Pioneering a new type of video altogether, Bethany Mota rose to YouTube stardom in 2009 with her "haul" videos, showing off new clothing purchases. Sounds frivolous? Maybe. But Mota helped haul videos take off, and they are now a staple of fashion vloggers. She herself has seven million YouTube followers, a music single and her own clothing line. She routinely offers prizes of clothes and makeup for viewers who share her videos, essentially enlisting the audience to promote her work for her.
So trying new things and thinking outside the box can help win an audience. The next question is how to keep people coming back.

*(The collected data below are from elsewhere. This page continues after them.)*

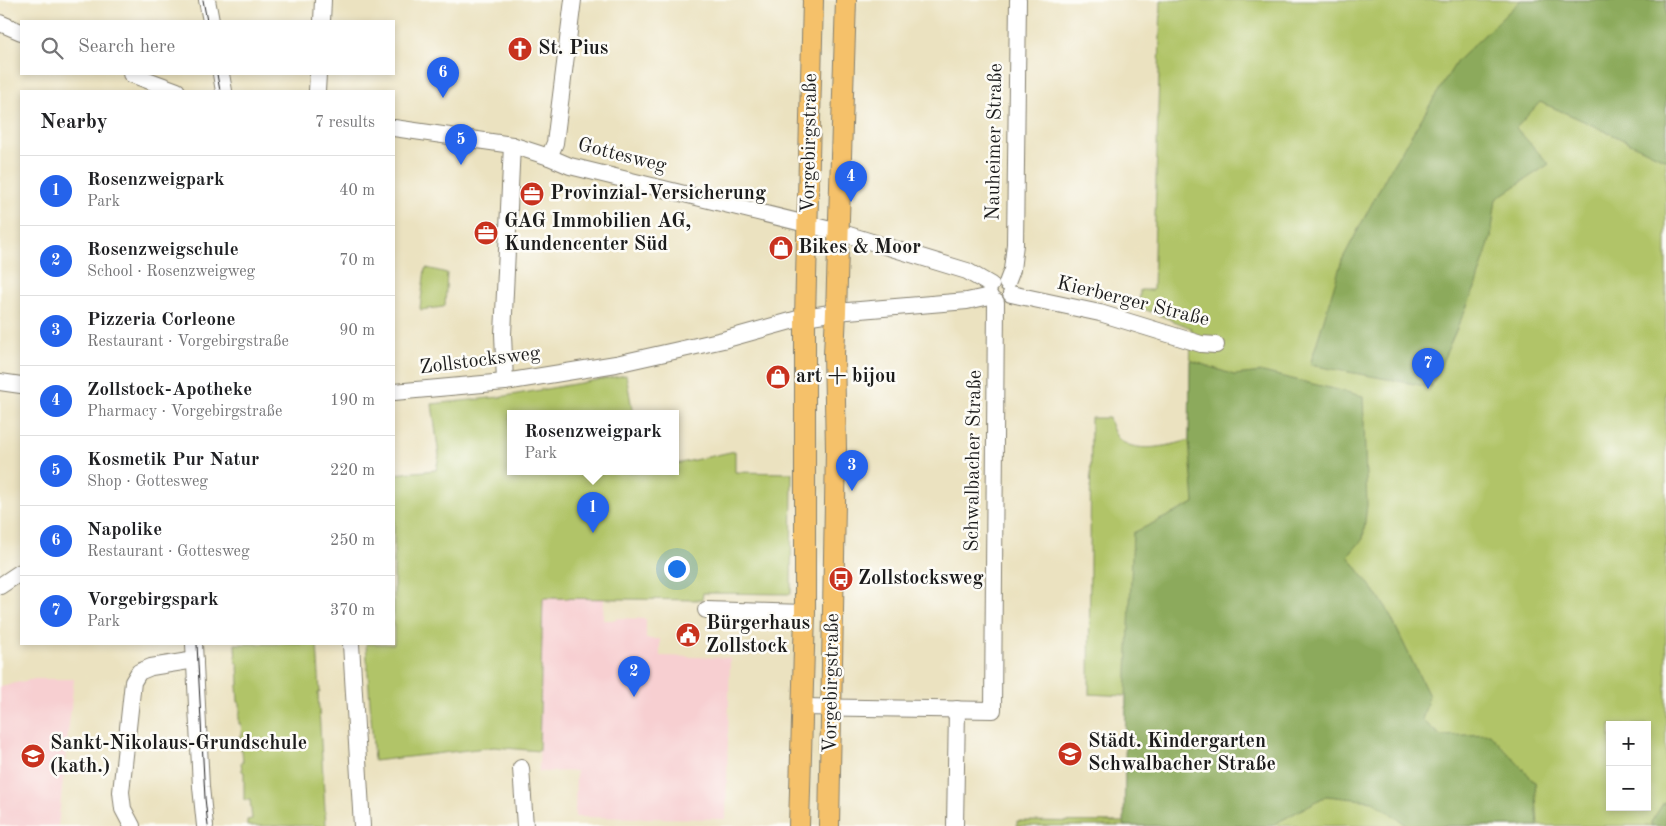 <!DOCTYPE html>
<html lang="en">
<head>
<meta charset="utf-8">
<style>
	body { margin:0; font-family:"Old Standard TT",serif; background:#f6f6f6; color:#202124 }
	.controls { position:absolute; right:15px; bottom:15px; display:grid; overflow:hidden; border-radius:0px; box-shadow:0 2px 8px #0003 }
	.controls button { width:45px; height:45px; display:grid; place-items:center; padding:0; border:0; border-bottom:1px solid #e0e0e0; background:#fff; color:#202124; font:25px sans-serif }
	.you { position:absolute; left:676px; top:568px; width:18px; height:18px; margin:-12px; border:4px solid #fff; border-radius:50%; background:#1a73e8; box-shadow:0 0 0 8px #1a73e833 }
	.badge { display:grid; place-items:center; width:32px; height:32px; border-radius:50%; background:#2563eb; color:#fff; font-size:16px; font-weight:700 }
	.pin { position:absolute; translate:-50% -41px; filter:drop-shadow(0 1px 2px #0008) }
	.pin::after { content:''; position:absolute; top:26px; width:18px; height:15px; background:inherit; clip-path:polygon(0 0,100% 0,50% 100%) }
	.popup { position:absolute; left:507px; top:410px; width:172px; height:65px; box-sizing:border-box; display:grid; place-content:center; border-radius:0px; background:#fff; filter:drop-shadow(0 1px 4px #0005); font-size:16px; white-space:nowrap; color:#757577 }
	.popup b { font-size:19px; color:#202124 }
	.popup::after { content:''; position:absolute; left:50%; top:100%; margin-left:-10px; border:10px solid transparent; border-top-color:#fff }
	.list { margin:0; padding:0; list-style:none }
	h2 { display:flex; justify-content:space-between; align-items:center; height:65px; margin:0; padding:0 20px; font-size:21px }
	h2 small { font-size:16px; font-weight:400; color:#757577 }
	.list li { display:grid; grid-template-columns:32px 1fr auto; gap:15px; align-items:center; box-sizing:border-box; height:70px; padding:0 20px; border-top:1px solid #e0e0e0 }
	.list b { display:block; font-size:19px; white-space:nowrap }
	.list p { margin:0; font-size:16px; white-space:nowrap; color:#757577 }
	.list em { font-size:16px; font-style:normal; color:#757577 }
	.icon { flex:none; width:28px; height:28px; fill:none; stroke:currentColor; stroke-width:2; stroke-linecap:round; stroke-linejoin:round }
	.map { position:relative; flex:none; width:1666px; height:826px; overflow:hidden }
	.search { position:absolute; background:#fff; box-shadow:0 2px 8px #0003; left:20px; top:20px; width:375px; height:55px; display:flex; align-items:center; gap:12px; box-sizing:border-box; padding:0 18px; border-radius:0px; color:#757577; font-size:19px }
	.panel { position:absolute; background:#fff; box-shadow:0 2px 8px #0003; left:20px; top:90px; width:375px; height:555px; border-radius:0px }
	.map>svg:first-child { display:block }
	.built { fill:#f7cfd1 }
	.green { fill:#b1c468; stroke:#667042; fill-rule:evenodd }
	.forest { fill:#8caa5c; stroke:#54633c }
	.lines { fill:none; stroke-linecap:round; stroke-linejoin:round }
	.minor-casing { stroke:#847f6e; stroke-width:18 }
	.major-casing { stroke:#847f6e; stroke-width:22 }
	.minor { stroke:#fff; stroke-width:16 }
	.major { stroke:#f5c16b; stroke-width:20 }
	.tram { stroke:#1c1c1c; stroke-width:1 }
	.labels { text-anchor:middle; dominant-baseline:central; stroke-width:5; stroke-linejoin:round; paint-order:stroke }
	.poi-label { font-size:20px; font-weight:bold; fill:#1c1c1c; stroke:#fdfcf7; text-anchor:start }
	.street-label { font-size:20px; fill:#1c1c1c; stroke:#fdfcf7 }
</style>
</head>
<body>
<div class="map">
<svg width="1666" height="826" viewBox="0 0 1666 826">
	<rect width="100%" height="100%" fill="#fdfcf7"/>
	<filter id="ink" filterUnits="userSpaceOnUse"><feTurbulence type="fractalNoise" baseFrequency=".02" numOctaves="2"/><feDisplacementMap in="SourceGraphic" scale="10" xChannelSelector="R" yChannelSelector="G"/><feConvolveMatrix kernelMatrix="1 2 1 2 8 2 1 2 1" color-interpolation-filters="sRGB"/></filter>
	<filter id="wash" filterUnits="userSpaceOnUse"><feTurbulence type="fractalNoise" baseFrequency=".0096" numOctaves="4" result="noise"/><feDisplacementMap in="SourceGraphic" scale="20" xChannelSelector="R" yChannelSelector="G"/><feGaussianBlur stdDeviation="1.12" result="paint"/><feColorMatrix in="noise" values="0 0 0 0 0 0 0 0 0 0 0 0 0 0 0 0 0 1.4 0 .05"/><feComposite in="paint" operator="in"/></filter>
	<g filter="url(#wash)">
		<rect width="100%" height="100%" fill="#ebe2c0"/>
		<g class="built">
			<path d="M542,598L604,599L603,620H617V618L646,619V639H660V656L730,658L726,819L575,817L576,771L539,772Z"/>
			<path d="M35,679H74L58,826H0V686Z"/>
		</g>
		<g class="green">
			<path d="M1161,0H1666V826H1017V821L1125,822L1126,696L1089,694L1091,418H1109C1111,424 1113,432 1117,437C1132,455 1170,446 1189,440L1191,328L1139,307L1140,290H1153ZM1610,725H1647V807H1610Z"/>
			<path d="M427,268L447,273L445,306L443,307L421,310L420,308L425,269Z"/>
			<path d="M626,375L633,414H510V472H676V464L735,451V472L792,473L791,594L703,593L702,600L543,598L539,751L494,747L374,761L366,644H394V474L436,470L439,456L432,404L500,397Z"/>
			<path d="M235,644H317L320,692L318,693L326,826H247V820L252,819L250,800H244V772L242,771L241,762H243L242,750H241L240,736L242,735L241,724H239V714L240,713V703L238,702L237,686L239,685L238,663H236Z"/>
		</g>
		<g class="forest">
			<path d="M1521,0H1666V160L1577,118L1540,102L1516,128L1549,164L1496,199L1491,237L1475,288L1431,387L1310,365L1342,260L1388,173L1457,61Z"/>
			<path d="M1190,360L1234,375L1263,372L1363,396L1367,505L1363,539L1348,556L1386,607L1429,696L1422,720L1441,736L1490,734L1535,782L1538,826H1408L1373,801L1326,796L1271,826H1124L1126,696L1133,533L1194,503L1189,440Z"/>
			<path d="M1666,801V826H1651V822L1664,802Z"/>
		</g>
	</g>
	<g filter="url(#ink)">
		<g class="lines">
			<defs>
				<g id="minor">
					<path d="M207,0L211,21"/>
					<path d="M322,21L323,0"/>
					<path d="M0,23L21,32"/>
					<path d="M131,74L177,91"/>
					<path d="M221,74L224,91"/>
					<path d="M317,91L318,74"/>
					<path d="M394,128L512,145L549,157L570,166L839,232L967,271L991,285"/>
					<path d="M549,157L555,143L573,0"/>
					<path d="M1007,283L1012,270L1015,244L1018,0"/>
					<path d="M1011,294L1100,313L1201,344L1216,345"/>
					<path d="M0,382L21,385"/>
					<path d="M505,382L503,334L512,145"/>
					<path d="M394,392L505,382L616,364L723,340L805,317L836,312L967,301L990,296"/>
					<path d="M0,586L21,572"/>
					<path d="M706,610L805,613"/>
					<path d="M194,644L201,787L205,826"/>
					<path d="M351,644L362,826"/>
					<path d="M801,707L993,710L996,302"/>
					<path d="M521,768L525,826"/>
					<path d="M132,826L123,809L121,792L133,682L139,672L151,667L195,660"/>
					<path d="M955,826L957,709"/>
				</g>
				<g id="major">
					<path d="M799,826L805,613V317L813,0"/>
					<path d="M829,826L836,449L834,354L836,312L846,0"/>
				</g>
			</defs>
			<use href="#minor" class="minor-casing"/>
			<use href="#major" class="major-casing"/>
			<use href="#minor" class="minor"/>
			<use href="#major" class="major"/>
			<g class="tram">
				<path d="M203,0L207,21"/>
				<path d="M217,74L220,91"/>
				<path d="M197,644L205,798L208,826"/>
			</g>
		</g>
	</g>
	<defs>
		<symbol id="church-disc" viewBox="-11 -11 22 22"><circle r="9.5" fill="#c8321e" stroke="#fdfcf7"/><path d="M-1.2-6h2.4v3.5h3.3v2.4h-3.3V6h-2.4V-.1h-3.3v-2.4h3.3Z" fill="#fff"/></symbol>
		<symbol id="office-disc" viewBox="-11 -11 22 22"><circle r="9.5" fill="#c8321e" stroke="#fdfcf7"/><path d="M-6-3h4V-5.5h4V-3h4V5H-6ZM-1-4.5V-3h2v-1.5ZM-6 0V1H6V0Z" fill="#fff"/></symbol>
		<symbol id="shop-disc" viewBox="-11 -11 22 22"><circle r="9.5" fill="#c8321e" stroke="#fdfcf7"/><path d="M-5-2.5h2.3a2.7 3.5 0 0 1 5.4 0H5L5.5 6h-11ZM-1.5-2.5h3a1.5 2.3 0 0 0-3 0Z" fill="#fff"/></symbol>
		<symbol id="bus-disc" viewBox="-11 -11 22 22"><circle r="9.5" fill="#c8321e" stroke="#fdfcf7"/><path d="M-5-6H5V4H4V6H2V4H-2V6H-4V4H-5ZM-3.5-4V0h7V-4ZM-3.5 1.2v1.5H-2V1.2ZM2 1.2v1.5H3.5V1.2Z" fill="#fff"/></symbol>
		<symbol id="civic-disc" viewBox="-11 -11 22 22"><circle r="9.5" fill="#c8321e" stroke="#fdfcf7"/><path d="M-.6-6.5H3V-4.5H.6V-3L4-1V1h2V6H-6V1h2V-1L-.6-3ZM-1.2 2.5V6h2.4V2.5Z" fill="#fff"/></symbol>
		<symbol id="school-disc" viewBox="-11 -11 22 22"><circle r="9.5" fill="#c8321e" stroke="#fdfcf7"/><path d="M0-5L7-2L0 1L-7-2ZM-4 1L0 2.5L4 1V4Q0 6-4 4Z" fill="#fff"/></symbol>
	</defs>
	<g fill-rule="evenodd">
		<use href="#church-disc" x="506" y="35" width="28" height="28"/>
		<use href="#office-disc" x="518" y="180" width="28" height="28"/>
		<use href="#office-disc" x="472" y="219" width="28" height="28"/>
		<use href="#shop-disc" x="767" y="234" width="28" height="28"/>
		<use href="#shop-disc" x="764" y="363" width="28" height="28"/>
		<use href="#bus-disc" x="827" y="565" width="28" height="28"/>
		<use href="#civic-disc" x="674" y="621" width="28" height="28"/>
		<use href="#school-disc" x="1056" y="740" width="28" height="28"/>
		<use href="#school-disc" x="19" y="742" width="28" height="28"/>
	</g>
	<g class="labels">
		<g class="poi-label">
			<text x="538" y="49">St. Pius</text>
			<text x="550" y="194">Provinzial-Versicherung</text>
			<text x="504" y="222">GAG Immobilien AG,<tspan x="504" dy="23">Kundencenter Süd</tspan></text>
			<text x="798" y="248">Bikes &amp; Moor</text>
			<text x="796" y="377">art + bijou</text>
			<text x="858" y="579">Zollstocksweg</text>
			<text x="706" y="624">Bürgerhaus<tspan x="706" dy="23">Zollstock</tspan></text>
			<text x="1088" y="742">Städt. Kindergarten<tspan x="1088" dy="23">Schwalbacher Straße</tspan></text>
			<text x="50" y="744">Sankt-Nikolaus-Grundschule<tspan x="50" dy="23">(kath.)</tspan></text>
		</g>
		<g class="street-label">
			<text transform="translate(995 142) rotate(-89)">Nauheimer Straße</text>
			<text transform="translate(810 143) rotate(-89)">Vorgebirgstraße</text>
			<text transform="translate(622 156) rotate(14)">Gottesweg</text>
			<text transform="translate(1133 302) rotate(14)">Kierberger Straße</text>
			<text transform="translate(480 361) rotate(-7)">Zollstocksweg</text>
			<text transform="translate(974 461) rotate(-89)">Schwalbacher Straße</text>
			<text transform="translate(832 683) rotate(-89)">Vorgebirgstraße</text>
		</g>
	</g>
</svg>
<div class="controls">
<button>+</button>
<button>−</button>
</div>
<div class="you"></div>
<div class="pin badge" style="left:593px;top:533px">1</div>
<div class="popup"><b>Rosenzweigpark</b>Park</div>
<div class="pin badge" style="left:634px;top:697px">2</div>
<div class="pin badge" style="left:852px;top:491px">3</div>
<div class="pin badge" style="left:851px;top:202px">4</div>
<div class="pin badge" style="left:461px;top:165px">5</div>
<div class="pin badge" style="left:443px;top:98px">6</div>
<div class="pin badge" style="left:1428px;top:389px">7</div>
<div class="search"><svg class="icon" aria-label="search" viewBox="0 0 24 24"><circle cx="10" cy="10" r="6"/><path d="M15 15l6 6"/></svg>Search here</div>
<section class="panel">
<h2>Nearby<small>7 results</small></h2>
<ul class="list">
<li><span class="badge">1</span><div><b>Rosenzweigpark</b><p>Park</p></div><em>40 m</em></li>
<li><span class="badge">2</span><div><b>Rosenzweigschule</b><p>School · Rosenzweigweg</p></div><em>70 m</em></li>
<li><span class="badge">3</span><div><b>Pizzeria Corleone</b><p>Restaurant · Vorgebirgstraße</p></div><em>90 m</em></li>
<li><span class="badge">4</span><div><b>Zollstock-Apotheke</b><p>Pharmacy · Vorgebirgstraße</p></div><em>190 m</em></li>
<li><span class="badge">5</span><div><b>Kosmetik Pur Natur</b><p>Shop · Gottesweg</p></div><em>220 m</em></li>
<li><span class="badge">6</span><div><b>Napolike</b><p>Restaurant · Gottesweg</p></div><em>250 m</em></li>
<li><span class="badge">7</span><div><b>Vorgebirgspark</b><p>Park</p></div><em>370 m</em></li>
</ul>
</section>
</div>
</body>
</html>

Lesson 2: Listen to Feedback and Give Your Audience What It Wants
In the corporate world, "feedback" is often synonymous with customer problems or complaints. But having the courage to engage your audience in a dialogue can yield powerful results. Many YouTube stars have proven this by inviting their audience to get more and more involved in video creation.
The most subscribed and viewed female YouTube creator is Jenna Mourey. Better known by her screen name, "Jenna Marbles," she has won fans for comedic tutorials like "How to Trick People Into Thinking You're Good Looking." But there are lots of comedians on YouTube. So what makes Mourey special?
It’s partly her interaction with fans that sets her apart. Mourey solicits and fulfills video requests, answers questions and occasionally makes videos that are serious and personal. She also never admits to having "fans," just "Internet friends".
Canadian YouTuber Michael Santoro is best known for his "Top 10" and "Amazing Facts" segments, but his first videos were mostly skits and vlogs. As his channel got more popular, he realized that his educational videos were watched more than any others, and responded to his audience, producing educational content exclusively. His videos currently have more than 490 million views. Watching the numbers and seeing what your audience responds to pays off.
One of the most audience-driven YouTube channels is Epic Rap Battles of History, which pits famous figures against each other in rap battles. Videos like "Mitt Romney vs Barack Obama," "Mr T vs Mr Rogers" and "Mario Bros. vs Wright Bros." have become certified Gold singles — with the next battle always chosen based on viewer comments and votes.
These creators are extremely responsive to what their viewers want, and what keeps them coming back. Rather than treating online content as a one-way street, they directly involve their audience in the creative process.
Lesson 3: Build Your Audience First, Then Develop Products for It
Even more effective than audience participation is community building. Online content creators with the most longevity often develop deeply involved communities built around their videos.
The Vlogbrothers, John and Hank Green, started making videos in 2007, covering topics like books, movies, music, science and whatever else interested them. In the years since, Hank has become a successful musician and John has become a renowned author. The Vlogbrothers community (known as "Nerdfighters") has followed them to each venture and often participated in their art and charity projects.
In a more casual approach, Australian vlogger Natalie Tran has conversations and inside jokes with her viewers — no simple task when she has over 1.7 million subscribers. At the end of each comedic vlog, she responds to her favourite comments from her previous video. This incites friendly competition among viewers to post the best comments, and blurs the line between creator and consumer.
For marketers, the overarching lesson here may be that connection is the key to viral content success. An audience that forms a community can be much more valuable than a single viral video, and a creator that takes the time to engage their viewers will reap the benefits for their whole career.